== RECORDED DATA
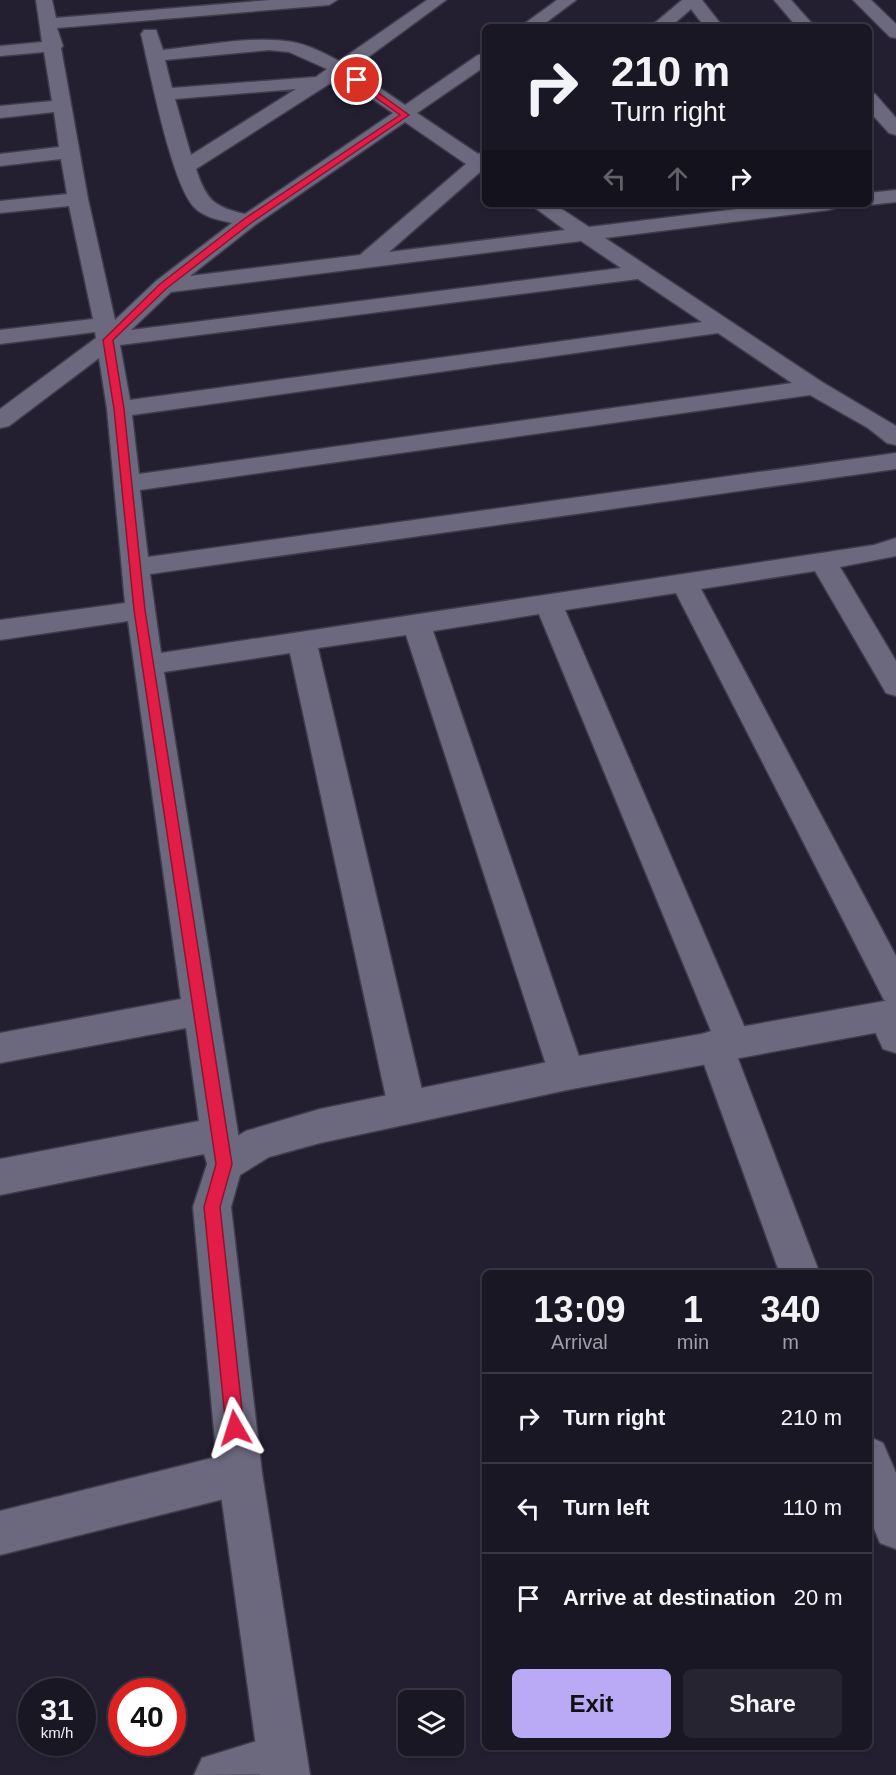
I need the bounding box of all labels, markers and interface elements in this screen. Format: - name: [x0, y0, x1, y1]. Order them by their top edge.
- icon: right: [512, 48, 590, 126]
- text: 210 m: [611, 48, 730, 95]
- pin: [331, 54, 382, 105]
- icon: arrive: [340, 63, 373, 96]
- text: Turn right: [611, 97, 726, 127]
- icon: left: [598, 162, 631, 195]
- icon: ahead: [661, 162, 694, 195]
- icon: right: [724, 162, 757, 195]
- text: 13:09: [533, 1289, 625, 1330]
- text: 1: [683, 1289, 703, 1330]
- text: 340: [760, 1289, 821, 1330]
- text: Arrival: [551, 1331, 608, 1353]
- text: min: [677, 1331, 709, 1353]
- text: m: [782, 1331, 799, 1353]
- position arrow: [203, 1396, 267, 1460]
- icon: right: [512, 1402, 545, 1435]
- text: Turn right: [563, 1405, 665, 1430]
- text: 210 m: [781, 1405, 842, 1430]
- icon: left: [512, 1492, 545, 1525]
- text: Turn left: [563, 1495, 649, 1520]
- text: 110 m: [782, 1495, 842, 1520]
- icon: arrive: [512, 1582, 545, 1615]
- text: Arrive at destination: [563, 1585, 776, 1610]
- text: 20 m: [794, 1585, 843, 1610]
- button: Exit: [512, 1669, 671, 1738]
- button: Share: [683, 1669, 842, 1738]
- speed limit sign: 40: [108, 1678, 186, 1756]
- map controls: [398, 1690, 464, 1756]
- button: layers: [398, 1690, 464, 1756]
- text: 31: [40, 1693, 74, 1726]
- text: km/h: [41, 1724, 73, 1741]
====
◆ **WHAT TO WORK ON**
Could you return all the entries exactly as they appear, minus the pictures?

◆ **ANSWER BELOW**
I need the bounding box of all labels, markers and interface elements in this screen. Format: - name: [x0, y0, x1, y1]. Order them by their top edge.
- icon: right: [512, 48, 590, 126]
- text: 210 m: [611, 48, 730, 95]
- pin: [331, 54, 382, 105]
- icon: arrive: [340, 63, 373, 96]
- text: Turn right: [611, 97, 726, 127]
- icon: left: [598, 162, 631, 195]
- icon: ahead: [661, 162, 694, 195]
- icon: right: [724, 162, 757, 195]
- text: 13:09: [533, 1289, 625, 1330]
- text: 1: [683, 1289, 703, 1330]
- text: 340: [760, 1289, 821, 1330]
- text: Arrival: [551, 1331, 608, 1353]
- text: min: [677, 1331, 709, 1353]
- text: m: [782, 1331, 799, 1353]
- position arrow: [203, 1396, 267, 1460]
- icon: right: [512, 1402, 545, 1435]
- text: Turn right: [563, 1405, 665, 1430]
- text: 210 m: [781, 1405, 842, 1430]
- icon: left: [512, 1492, 545, 1525]
- text: Turn left: [563, 1495, 649, 1520]
- text: 110 m: [782, 1495, 842, 1520]
- icon: arrive: [512, 1582, 545, 1615]
- text: Arrive at destination: [563, 1585, 776, 1610]
- text: 20 m: [794, 1585, 843, 1610]
- button: Exit: [512, 1669, 671, 1738]
- button: Share: [683, 1669, 842, 1738]
- speed limit sign: 40: [108, 1678, 186, 1756]
- map controls: [398, 1690, 464, 1756]
- button: layers: [398, 1690, 464, 1756]
- text: 31: [40, 1693, 74, 1726]
- text: km/h: [41, 1724, 73, 1741]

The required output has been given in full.